Entries taken from a collection:
************
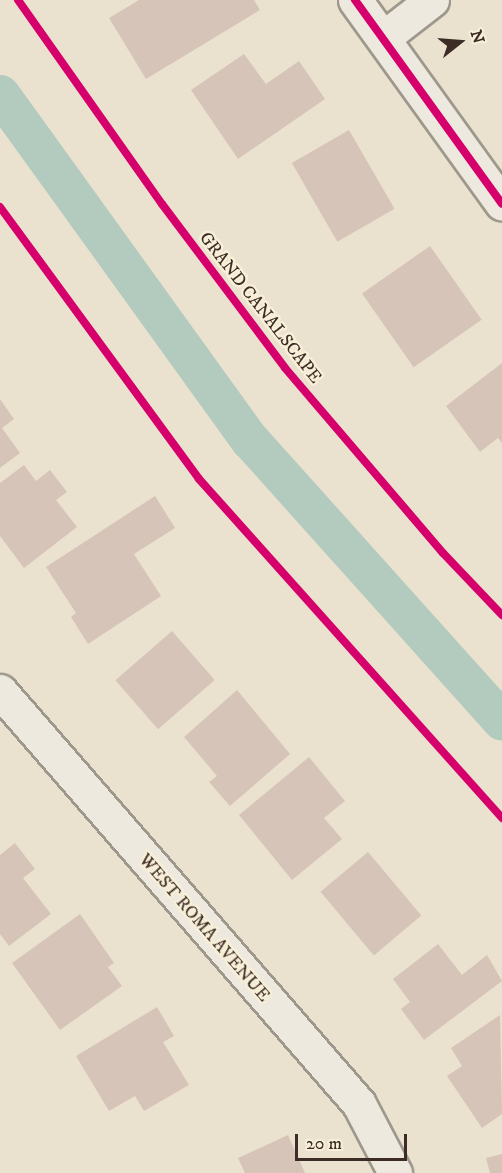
<!DOCTYPE html>
<html>
<head>
<meta charset="utf-8">
<style>
	body { margin:0 }
	#map { position:relative; width:502px; height:1173px; overflow:hidden; background:#eae2ce; font-family:"IM FELL DW Pica",serif }
	div>[style] { position:absolute }
	[style*='--x'] { left:calc(var(--x)*1px); top:calc(var(--y)*1px); width:calc(var(--w)*1px); rotate:calc(var(--a)*1deg) }
	.canal>* { height:39px; margin:-19.5px; padding:0 19.5px; transform-origin:19.5px; border-radius:19.5px; background:#b3cabe }
	.building>* { inset:0; background:#d7c4b9; transform-origin:0 0 }
	.roads { filter:drop-shadow(2px 0 #9e988c) drop-shadow(-2px 0 #9e988c) drop-shadow(0 2px #9e988c) drop-shadow(0 -2px #9e988c) }
	.minor>* { height:33px; margin:-16.5px; padding:0 16.5px; transform-origin:16.5px; border-radius:16.5px; background:#ede9df }
	.cycleway>* { height:8px; margin:-4px; padding:0 4px; transform-origin:4px; border-radius:4px; background:#d6006c }
	span { translate:-50% -50%; white-space:nowrap; text-align:center; line-height:1.15; -webkit-text-stroke:5px #f8efd8; paint-order:stroke }
	.street-label { font-size:18px; color:#3c2c25 }
	.north { position:absolute; left:430px; top:12px; width:60px; height:60px; -webkit-text-stroke:4px #f8efd8; paint-order:stroke; rotate:73deg; font-size:16px; font-weight:700; line-height:24px; text-align:center; color:#3c2c25 }
	.north::after { content:''; display:block; margin:auto; width:21px; height:27px; background:#3c2c25; clip-path:polygon(50% 0,100% 100%,50% 72%,0 100%) }
	.scale { position:absolute; left:295px; top:1134px; width:112px; height:27px; box-sizing:border-box; border:3px solid #3c2c25; border-top:0; padding-left:8px; font-size:18px; line-height:21px; white-space:nowrap; color:#3c2c25; -webkit-text-stroke:4px #f8efd8; paint-order:stroke }
</style>
</head>
<body>
<div id="map">
	<div class="canal">
		<div style="--x:0;--y:94;--w:427;--a:54.2"></div>
		<div style="--x:250;--y:440;--w:377;--a:48.1"></div>
	</div>
	<div class="building">
		<div style="clip-path:polygon(139px 0,254px 0,260px 10px,146px 79px,109px 18px)"></div>
		<div style="clip-path:polygon(244px 54px,266px 84px,299px 61px,325px 99px,238px 159px,191px 90px)"></div>
		<div style="left:349px;top:130px;width:91px;height:66px;rotate:60deg"></div>
		<div style="left:430px;top:246px;width:90px;height:83px;rotate:55deg"></div>
		<div style="clip-path:polygon(502px 363px,502px 443px,498px 438px,480px 452px,446px 406px)"></div>
		<div style="clip-path:polygon(0 399px,14px 419px,2px 428px,20px 453px,0 468px)"></div>
		<div style="clip-path:polygon(24px 465px,36px 481px,50px 470px,67px 492px,56px 500px,77px 527px,24px 568px,0 536px,0 483px)"></div>
		<div style="clip-path:polygon(155px 496px,175px 528px,134px 554px,161px 596px,88px 644px,71px 617px,76px 613px,46px 567px)"></div>
		<div style="left:172px;top:631px;width:65px;height:75px;rotate:49deg"></div>
		<div style="clip-path:polygon(237px 690px,290px 754px,230px 806px,209px 782px,217px 776px,184px 737px)"></div>
		<div style="clip-path:polygon(309px 757px,345px 801px,324px 818px,342px 839px,292px 880px,239px 815px)"></div>
		<div style="clip-path:polygon(15px 843px,35px 869px,23px 878px,51px 914px,9px 946px,0 934px,0 855px)"></div>
		<div style="left:368px;top:852px;width:83px;height:62px;rotate:50deg"></div>
		<div style="clip-path:polygon(80px 914px,114px 963px,108px 967px,122px 986px,60px 1030px,12px 963px)"></div>
		<div style="clip-path:polygon(438px 944px,462px 975px,487px 955px,502px 981px,424px 1040px,401px 1009px,410px 1002px,393px 979px)"></div>
		<div style="clip-path:polygon(157px 1007px,174px 1036px,163px 1042px,189px 1085px,144px 1111px,135px 1096px,109px 1111px,76px 1056px)"></div>
		<div style="clip-path:polygon(500px 1015px,502px 1114px,482px 1128px,447px 1076px,462px 1066px,451px 1048px)"></div>
		<div style="clip-path:polygon(288px 1135px,305px 1173px,245px 1173px,238px 1158px)"></div>
		<div style="clip-path:polygon(502px 1154px,502px 1173px,490px 1173px,486px 1158px)"></div>
	</div>
	<div class="roads">
		<div class="minor">
			<div style="--x:355;--y:0;--w:251;--a:54.2"></div>
			<div style="--x:383;--y:38;--w:62;--a:-37.8"></div>
			<div style="--x:0;--y:691;--w:547;--a:49"></div>
			<div style="--x:359;--y:1104;--w:78;--a:62.4"></div>
		</div>
	</div>
	<div class="cycleway">
		<div style="--x:18;--y:0;--w:250;--a:54.8"></div>
		<div style="--x:162;--y:204;--w:205;--a:53.1"></div>
		<div style="--x:285;--y:368;--w:243;--a:49.5"></div>
		<div style="--x:443;--y:553;--w:86;--a:46.4"></div>
		<div style="--x:355;--y:0;--w:251;--a:54.2"></div>
		<div style="--x:0;--y:207;--w:337;--a:53.8"></div>
		<div style="--x:199;--y:479;--w:455;--a:48.2"></div>
	</div>
	<div class="street-label">
		<span style="left:260px;top:308px;rotate:52deg">GRAND CANALSCAPE</span>
		<span style="left:204px;top:928px;rotate:49deg">WEST ROMA AVENUE</span>
	</div>
	<div class="north">N</div>
	<div class="scale">20 m</div>
</div>
</body>
</html>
************
• Directions:
Say again, exactly, only those lines of the records that run from the start through the line with "content:''; display:block; margin:auto;". Pictures are to be skipped.

• Response below:
<!DOCTYPE html>
<html>
<head>
<meta charset="utf-8">
<style>
	body { margin:0 }
	#map { position:relative; width:502px; height:1173px; overflow:hidden; background:#eae2ce; font-family:"IM FELL DW Pica",serif }
	div>[style] { position:absolute }
	[style*='--x'] { left:calc(var(--x)*1px); top:calc(var(--y)*1px); width:calc(var(--w)*1px); rotate:calc(var(--a)*1deg) }
	.canal>* { height:39px; margin:-19.5px; padding:0 19.5px; transform-origin:19.5px; border-radius:19.5px; background:#b3cabe }
	.building>* { inset:0; background:#d7c4b9; transform-origin:0 0 }
	.roads { filter:drop-shadow(2px 0 #9e988c) drop-shadow(-2px 0 #9e988c) drop-shadow(0 2px #9e988c) drop-shadow(0 -2px #9e988c) }
	.minor>* { height:33px; margin:-16.5px; padding:0 16.5px; transform-origin:16.5px; border-radius:16.5px; background:#ede9df }
	.cycleway>* { height:8px; margin:-4px; padding:0 4px; transform-origin:4px; border-radius:4px; background:#d6006c }
	span { translate:-50% -50%; white-space:nowrap; text-align:center; line-height:1.15; -webkit-text-stroke:5px #f8efd8; paint-order:stroke }
	.street-label { font-size:18px; color:#3c2c25 }
	.north { position:absolute; left:430px; top:12px; width:60px; height:60px; -webkit-text-stroke:4px #f8efd8; paint-order:stroke; rotate:73deg; font-size:16px; font-weight:700; line-height:24px; text-align:center; color:#3c2c25 }
	.north::after { content:''; display:block; margin:auto; width:21px; height:27px; background:#3c2c25; clip-path:polygon(50% 0,100% 100%,50% 72%,0 100%) }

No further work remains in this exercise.